Percent-Encoded URLs → Indicates pages that contain percent-encoded (non-ASCII) characters in URL.

Changed the approach to analyzing old issues:

Broken Images → Indicates images returning 4xx and higher HTTP status codes, and unavailable images.
Broken Redirect → Indicates all pages that redirect to unavailable URLs or URLs with 4xx or higher status code.

And of course, we got rid of outdated issues:

Connection Error и Other Failed URLs → Moved to the ‘Broken Links’ category.
Missing or Empty Canonical → We will not notify you about this optional tag anymore.

Special ‘Issue Report’ Button

Netpeak Spider can identify issues that need additional info. For example, when you choose ‘Missing Images ALT Attributes’ issue, program will filter pages with these images, but SEO specialists usually ask exactly for images report, so we added a quick access to special reports for the following issues:

Broken Images
Bad URL Format
Redirect Blocked by robots.txt
Canonical Blocked by robots.txt
Missing Images ALT Attributes
Internal Nofollow Links
External Nofollow Links

11. Tools

In 3.0 version, we made quality improvements for all our tools. Let’s take a closer look at each of them.

Internal PageRank Calculation

Interface of the tool was completely rebuilt for more comfortable work with the following updates:

Added ‘Internal PR’ parameter for each link → changes in tool are based on this article. Netpeak Spider calculates internal PageRank and shows results according to ‘second formula’ from mentioned article:

PR (A) = (1 - d) / N + d * (PR(B) / L(B) + PR(C) / L(C) + ...)

Where:

N – total number of pages (nodes) on the website that were used in calculation.
d – damping factor (most common value is 0.85).
L – number of outbound links.

Also for better understanding, result (new ‘Internal PR’ parameter) is turned to the ‘first formula’ view using simple multiplying:

PR (first formula) = PR (second formula) * N (total number of pages in calculation)

Assuming results:

if PR > 1,0 → page gets link equity.
if PR = 1,0 → page shares and gets the same amount of link equity.
if PR < 1,0 → page gives link equity away.

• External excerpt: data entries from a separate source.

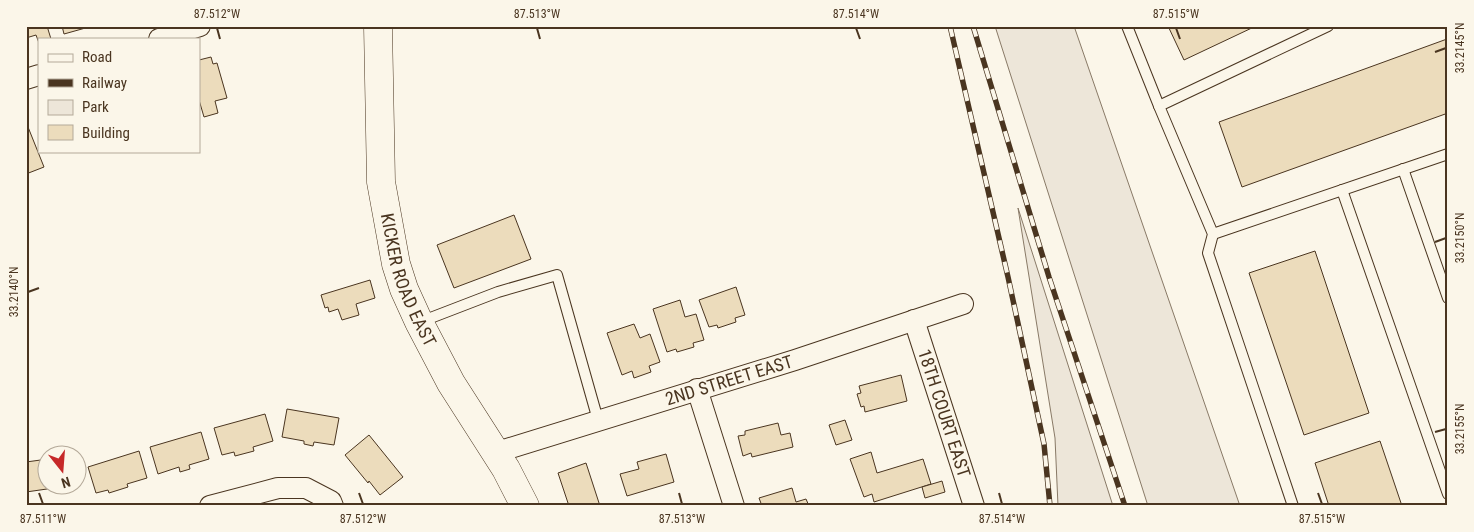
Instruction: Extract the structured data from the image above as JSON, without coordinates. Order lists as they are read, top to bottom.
{
  "streets": {
    "main road": ["KICKER ROAD EAST"],
    "street": ["2ND STREET EAST", "18TH COURT EAST"]
  },
  "crossings": [
    ["KICKER ROAD EAST", "2ND STREET EAST"],
    ["2ND STREET EAST", "18TH COURT EAST"]
  ],
  "legend": [
    "Road",
    "Railway",
    "Park",
    "Building"
  ],
  "north": "bottom",
  "coordinates": [
    "87.512°W",
    "87.513°W",
    "87.514°W",
    "87.515°W",
    "33.2145°N",
    "33.2150°N",
    "33.2140°N",
    "33.2155°N",
    "87.511°W"
  ]
}
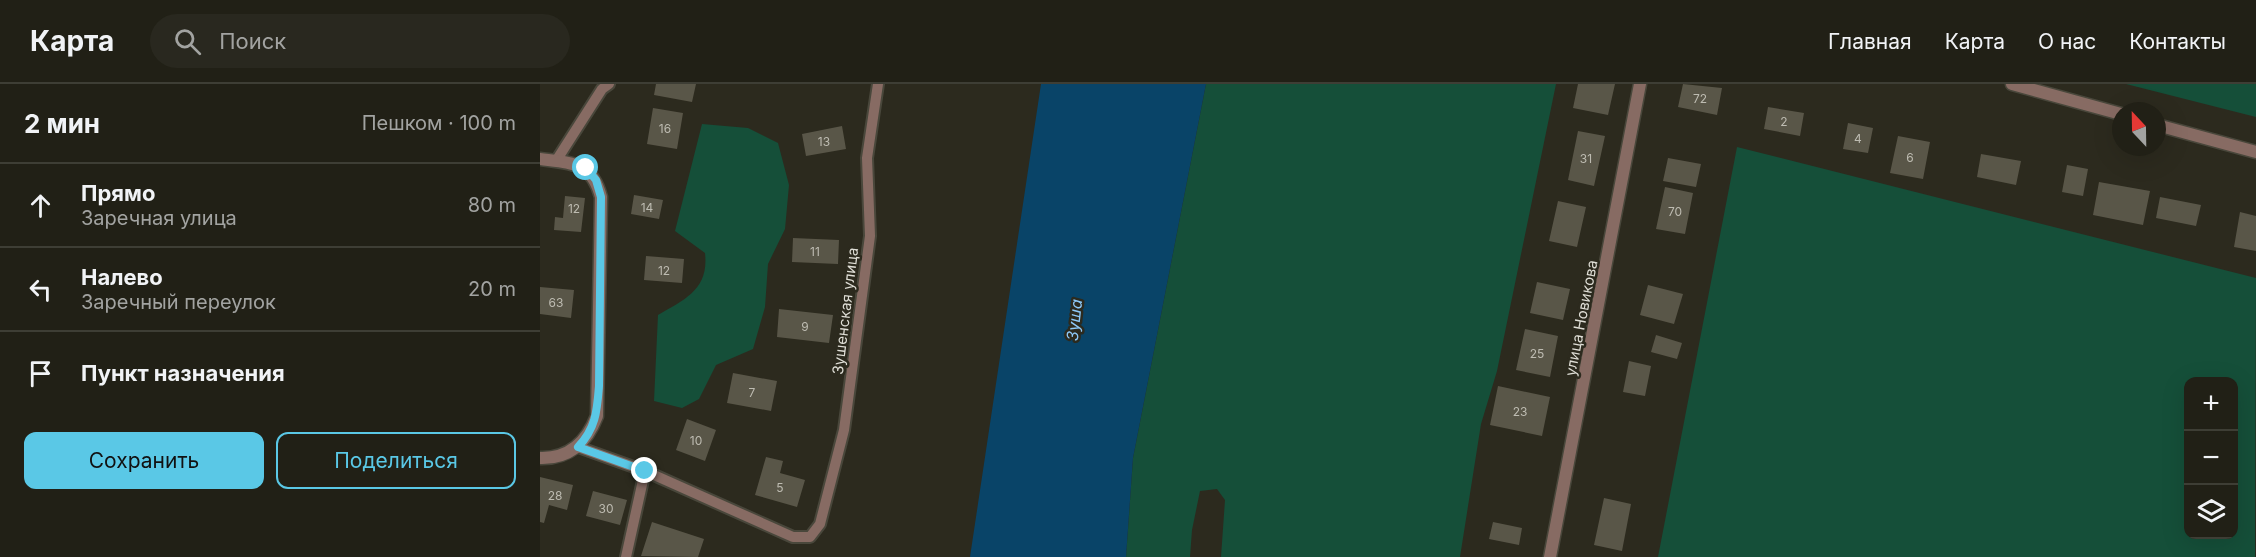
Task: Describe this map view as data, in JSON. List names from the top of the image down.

Internal PageRank calculation is processed only for compliant URLs. Thus, images and other content types different from HTML will not be accounted for.
We added ‘Link Weight’ parameter to show (you won’t believe it) how much link equity is distributed across the website. Let me remind that in ‘Internal PageRank Calculation’ tool you can delete even whole nodes. Thus, you can imitate situation to see what will happen to each page’s PR if you have no links to deleted node. It helps you optimize internal link weight distribution if you use this structure on your website after simulation in our tool.
We created new ‘PageRank changes’ table. During each iteration program calculates the ratio of internal PageRank on current iteration to PR on zero iteration. If the amount is decreasing, it means that natural link equity distribution is breached and you have ‘dead ends’ (it’s the right time to fix them!) on your website.

PageRank changes table in Netpeak Spider 3.0

XML Sitemap Validator

In previous version of Netpeak Spider, XML Sitemap validator was one of the crawling modes, but now we transformed it into separate tool. You can solve the following tasks using it:

Parsing links from Sitemap and importing them to the main table for further analysis.
XML Sitemap validation → we completely updated all issues (now there are 34 of them) according to main Google recommendations.
Ping XML Sitemap to search engines to draw their attention to changes in it.

Note that crawling rules also work for link parsing from XML Sitemaps. For comfortable use, we save your previous requests here: start entering URL, and tool will show you previously crawled XML Sitemaps.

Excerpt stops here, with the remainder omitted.